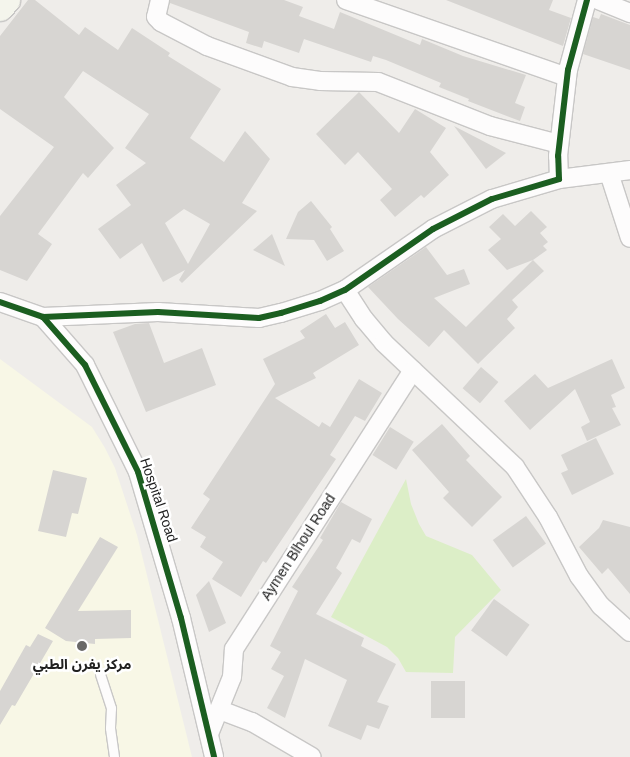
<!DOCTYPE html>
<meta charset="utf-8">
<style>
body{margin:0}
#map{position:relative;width:630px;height:757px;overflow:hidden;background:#efedea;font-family:Arial,"Noto Sans Arabic",sans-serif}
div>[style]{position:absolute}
.education>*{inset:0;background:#f8f7e6}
.grass>*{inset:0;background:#dceec7}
.building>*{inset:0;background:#d7d5d2;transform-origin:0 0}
.roads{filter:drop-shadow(1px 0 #c8c7c6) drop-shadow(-1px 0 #c8c7c6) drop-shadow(0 1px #c8c7c6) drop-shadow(0 -1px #c8c7c6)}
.service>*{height:9px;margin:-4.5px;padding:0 4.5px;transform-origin:4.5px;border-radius:4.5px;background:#fdfcfc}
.minor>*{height:18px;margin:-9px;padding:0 9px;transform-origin:9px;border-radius:9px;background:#fdfcfc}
.secondary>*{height:25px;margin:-12.5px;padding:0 12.5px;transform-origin:12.5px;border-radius:12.5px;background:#f4f5ec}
.cycleway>*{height:6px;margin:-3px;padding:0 3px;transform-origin:3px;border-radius:3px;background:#1b5e20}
.dots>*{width:14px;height:14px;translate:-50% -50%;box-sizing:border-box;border:2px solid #fff;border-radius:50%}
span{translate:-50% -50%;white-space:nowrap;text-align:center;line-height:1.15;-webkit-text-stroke:5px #fff;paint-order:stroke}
.street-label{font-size:14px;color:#212121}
.poi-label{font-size:14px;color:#212121;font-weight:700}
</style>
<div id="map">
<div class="education">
<div style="clip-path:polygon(0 359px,92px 427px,105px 448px,115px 468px,137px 535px,192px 757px,0 757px)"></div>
</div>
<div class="grass">
<div style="clip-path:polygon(406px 479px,411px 504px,419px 524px,426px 536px,472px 555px,501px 590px,455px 637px,453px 673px,406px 672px,398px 658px,387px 647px,331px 617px)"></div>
</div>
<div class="building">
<div style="clip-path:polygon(evenodd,28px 0,35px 0,79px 35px,85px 27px,118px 50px,132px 28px,170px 53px,168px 56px,221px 89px,190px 138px,224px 162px,245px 131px,270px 159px,242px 203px,257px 211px,182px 283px,179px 280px,185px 270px,163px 282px,142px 243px,120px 259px,98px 229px,131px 205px,116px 185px,146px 163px,125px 148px,149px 114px,83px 71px,64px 97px,114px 148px,88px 178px,83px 173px,38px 234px,52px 244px,27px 281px,0 270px,0 216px,54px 147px,0 109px,0 36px,28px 0,184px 209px,210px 224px,188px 264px,165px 223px,184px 209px)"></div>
<div style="clip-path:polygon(170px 0,284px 0,303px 7px,299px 16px,334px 29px,340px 12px,420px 45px,422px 39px,463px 56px,526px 75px,515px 103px,525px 107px,520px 121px,468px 101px,469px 99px,439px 87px,441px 83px,386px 60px,373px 56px,371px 62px,304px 39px,299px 53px,264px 41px,262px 48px,246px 43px,249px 32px,170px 3px)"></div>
<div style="clip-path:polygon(446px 0,553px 0,549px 10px,571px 18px,563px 46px)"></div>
<div style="clip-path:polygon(601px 14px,630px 25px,630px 70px,583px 54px,593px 17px,599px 19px)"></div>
<div style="clip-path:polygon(359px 92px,399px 133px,415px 109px,446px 128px,430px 152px,449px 175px,424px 198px,421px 195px,395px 217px,380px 200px,392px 189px,358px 152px,345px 165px,316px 134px)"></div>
<div style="clip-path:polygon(454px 126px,506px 153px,486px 169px)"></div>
<div style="clip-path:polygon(311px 201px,332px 227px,330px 229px,344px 251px,327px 261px,314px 240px,286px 239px,298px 212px)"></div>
<div style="clip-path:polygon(531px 211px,547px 227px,540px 233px,548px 242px,543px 246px,547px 250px,533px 260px,544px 271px,512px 300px,518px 307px,507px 319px,515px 328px,478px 364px,444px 330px,429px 347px,398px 319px,368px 287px,426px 247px,447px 275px,464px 269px,470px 284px,434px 298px,466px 327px,533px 260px,507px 270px,488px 250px,501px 239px,489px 227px,503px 214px,515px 226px)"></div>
<div style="clip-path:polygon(272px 234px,285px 266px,253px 250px)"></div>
<div style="clip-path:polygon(326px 314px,335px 328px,345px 322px,359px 345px,313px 373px,316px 378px,275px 398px,319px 427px,322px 422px,330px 427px,359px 379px,382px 393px,365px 421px,355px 416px,330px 455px,336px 459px,266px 563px,263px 561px,241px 597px,212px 579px,223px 562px,200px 547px,206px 537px,191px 528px,210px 499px,203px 494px,275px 384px,263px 359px,305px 338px,300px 331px)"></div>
<div style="clip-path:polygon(149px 323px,164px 363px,202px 348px,216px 385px,146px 412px,113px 332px,135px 324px)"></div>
<div style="clip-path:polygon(612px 359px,625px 388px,611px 395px,616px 407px,612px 408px,621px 425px,587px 441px,581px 427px,590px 422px,575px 389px,530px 430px,504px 401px,535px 374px,548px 388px)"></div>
<div style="left:481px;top:367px;width:23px;height:28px;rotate:41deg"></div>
<div style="clip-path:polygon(442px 424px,470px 456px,466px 460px,502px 497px,472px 527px,443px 498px,449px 492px,412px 450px)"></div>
<div style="left:390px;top:427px;width:28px;height:33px;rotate:32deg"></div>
<div style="clip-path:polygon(596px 438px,614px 474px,572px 495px,561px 473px,568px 470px,561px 455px)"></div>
<div style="clip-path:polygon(53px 470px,87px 478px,78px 514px,72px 513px,66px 537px,38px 531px)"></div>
<div style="clip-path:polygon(341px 502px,372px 519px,360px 543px,352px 539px,336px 568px,342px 573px,316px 614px,364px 638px,361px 646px,396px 664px,377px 702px,389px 706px,379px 729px,367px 725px,361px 740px,328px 726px,347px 680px,305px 659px,285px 718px,267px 708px,284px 676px,271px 669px,281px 652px,270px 646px,298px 591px,292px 587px,323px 540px,320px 538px)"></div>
<div style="left:526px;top:516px;width:34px;height:41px;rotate:54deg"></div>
<div style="clip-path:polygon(603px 520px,630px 527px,630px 594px,608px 568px,602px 574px,579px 547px,599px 528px)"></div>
<div style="clip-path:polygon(100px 537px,118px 547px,78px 611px,131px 610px,131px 638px,95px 639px,95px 644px,66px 641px,45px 628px)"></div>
<div style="clip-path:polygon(209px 581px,226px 623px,209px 632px,196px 595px)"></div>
<div style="left:494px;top:599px;width:44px;height:39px;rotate:36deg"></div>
<div style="clip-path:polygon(38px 634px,53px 641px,15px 706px,12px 705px,0 725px,0 691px,26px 645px,30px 647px)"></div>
<div style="left:431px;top:681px;width:34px;height:37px"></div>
</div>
<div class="roads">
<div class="service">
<div style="left:100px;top:674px;width:36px;rotate:72deg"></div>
<div style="left:111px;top:708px;width:20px;rotate:93deg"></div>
<div style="left:110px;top:728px;width:29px;rotate:82deg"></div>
</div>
<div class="minor">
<div style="left:160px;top:0;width:17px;rotate:103deg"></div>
<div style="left:156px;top:17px;width:7px;rotate:45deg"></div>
<div style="left:161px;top:22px;width:52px;rotate:27.6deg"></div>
<div style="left:207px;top:46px;width:90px;rotate:20deg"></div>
<div style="left:292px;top:77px;width:28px;rotate:8deg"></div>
<div style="left:320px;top:81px;width:58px;rotate:1deg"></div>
<div style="left:378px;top:82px;width:120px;rotate:21.4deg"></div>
<div style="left:490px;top:126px;width:71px;rotate:14.6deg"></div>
<div style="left:346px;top:0;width:234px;rotate:19.2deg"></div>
<div style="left:598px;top:0;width:35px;rotate:22deg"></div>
<div style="left:609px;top:173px;width:68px;rotate:72.1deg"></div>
<div style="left:559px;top:179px;width:72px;rotate:-7.2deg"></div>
<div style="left:345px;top:290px;width:35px;rotate:57deg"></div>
<div style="left:364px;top:319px;width:31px;rotate:50deg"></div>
<div style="left:384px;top:343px;width:180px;rotate:43.4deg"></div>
<div style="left:515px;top:467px;width:60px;rotate:56.6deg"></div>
<div style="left:548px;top:517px;width:67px;rotate:62.3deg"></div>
<div style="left:579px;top:576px;width:37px;rotate:54deg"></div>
<div style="left:601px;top:606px;width:39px;rotate:42deg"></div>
<div style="left:0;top:302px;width:46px;rotate:19.2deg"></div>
<div style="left:43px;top:317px;width:64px;rotate:48.8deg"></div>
<div style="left:85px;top:365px;width:119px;rotate:63.6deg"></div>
<div style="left:138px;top:472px;width:152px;rotate:73.6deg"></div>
<div style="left:181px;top:618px;width:143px;rotate:76.6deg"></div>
<div style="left:43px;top:317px;width:115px;rotate:-2.5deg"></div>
<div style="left:158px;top:312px;width:101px;rotate:3.4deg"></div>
<div style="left:259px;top:318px;width:23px;rotate:-13deg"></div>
<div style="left:281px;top:313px;width:41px;rotate:-17.1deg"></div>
<div style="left:320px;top:301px;width:27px;rotate:-24deg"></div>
<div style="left:345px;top:290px;width:107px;rotate:-34.7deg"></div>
<div style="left:433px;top:229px;width:66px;rotate:-27deg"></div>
<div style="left:492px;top:199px;width:70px;rotate:-16.6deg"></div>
<div style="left:559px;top:179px;width:23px;rotate:-92deg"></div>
<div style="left:558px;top:156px;width:87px;rotate:-83.4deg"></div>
<div style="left:568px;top:70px;width:73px;rotate:-74.8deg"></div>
<div style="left:220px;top:710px;width:34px;rotate:21deg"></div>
<div style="left:252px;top:722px;width:69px;rotate:30.3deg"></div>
<div style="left:209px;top:734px;width:61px;rotate:-68deg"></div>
<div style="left:232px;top:677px;width:28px;rotate:-86deg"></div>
<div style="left:234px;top:649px;width:331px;rotate:-57.3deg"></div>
</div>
<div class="secondary">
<div style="left:0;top:8px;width:11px;rotate:-49deg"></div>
</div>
</div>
<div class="cycleway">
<div style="left:0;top:302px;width:46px;rotate:19.2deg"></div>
<div style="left:43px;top:317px;width:64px;rotate:48.8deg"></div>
<div style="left:85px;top:365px;width:119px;rotate:63.6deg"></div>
<div style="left:138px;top:472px;width:152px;rotate:73.6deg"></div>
<div style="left:181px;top:618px;width:143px;rotate:76.6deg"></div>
<div style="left:43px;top:317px;width:115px;rotate:-2.5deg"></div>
<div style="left:158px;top:312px;width:101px;rotate:3.4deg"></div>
<div style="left:259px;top:318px;width:23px;rotate:-13deg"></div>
<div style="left:281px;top:313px;width:41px;rotate:-17.1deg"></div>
<div style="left:320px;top:301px;width:27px;rotate:-24deg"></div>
<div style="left:345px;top:290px;width:107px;rotate:-34.7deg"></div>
<div style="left:433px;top:229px;width:66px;rotate:-27deg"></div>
<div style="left:492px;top:199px;width:70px;rotate:-16.6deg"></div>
<div style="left:559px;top:179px;width:23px;rotate:-92deg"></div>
<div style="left:558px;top:156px;width:87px;rotate:-83.4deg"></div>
<div style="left:568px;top:70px;width:73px;rotate:-74.8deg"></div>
</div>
<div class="dots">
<div style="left:82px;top:646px;background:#696867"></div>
</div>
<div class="street-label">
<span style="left:159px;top:500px;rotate:71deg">Hospital Road</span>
<span style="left:298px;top:547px;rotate:-57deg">Aymen Blhoul Road</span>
</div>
<div class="poi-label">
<span style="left:82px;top:664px">مركز يفرن الطبي</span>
</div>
</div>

------------------------------

* What the exercise asks *
The string "service" appears in some lines of the material. Report how many, and nothing more.

* Expected answer *
2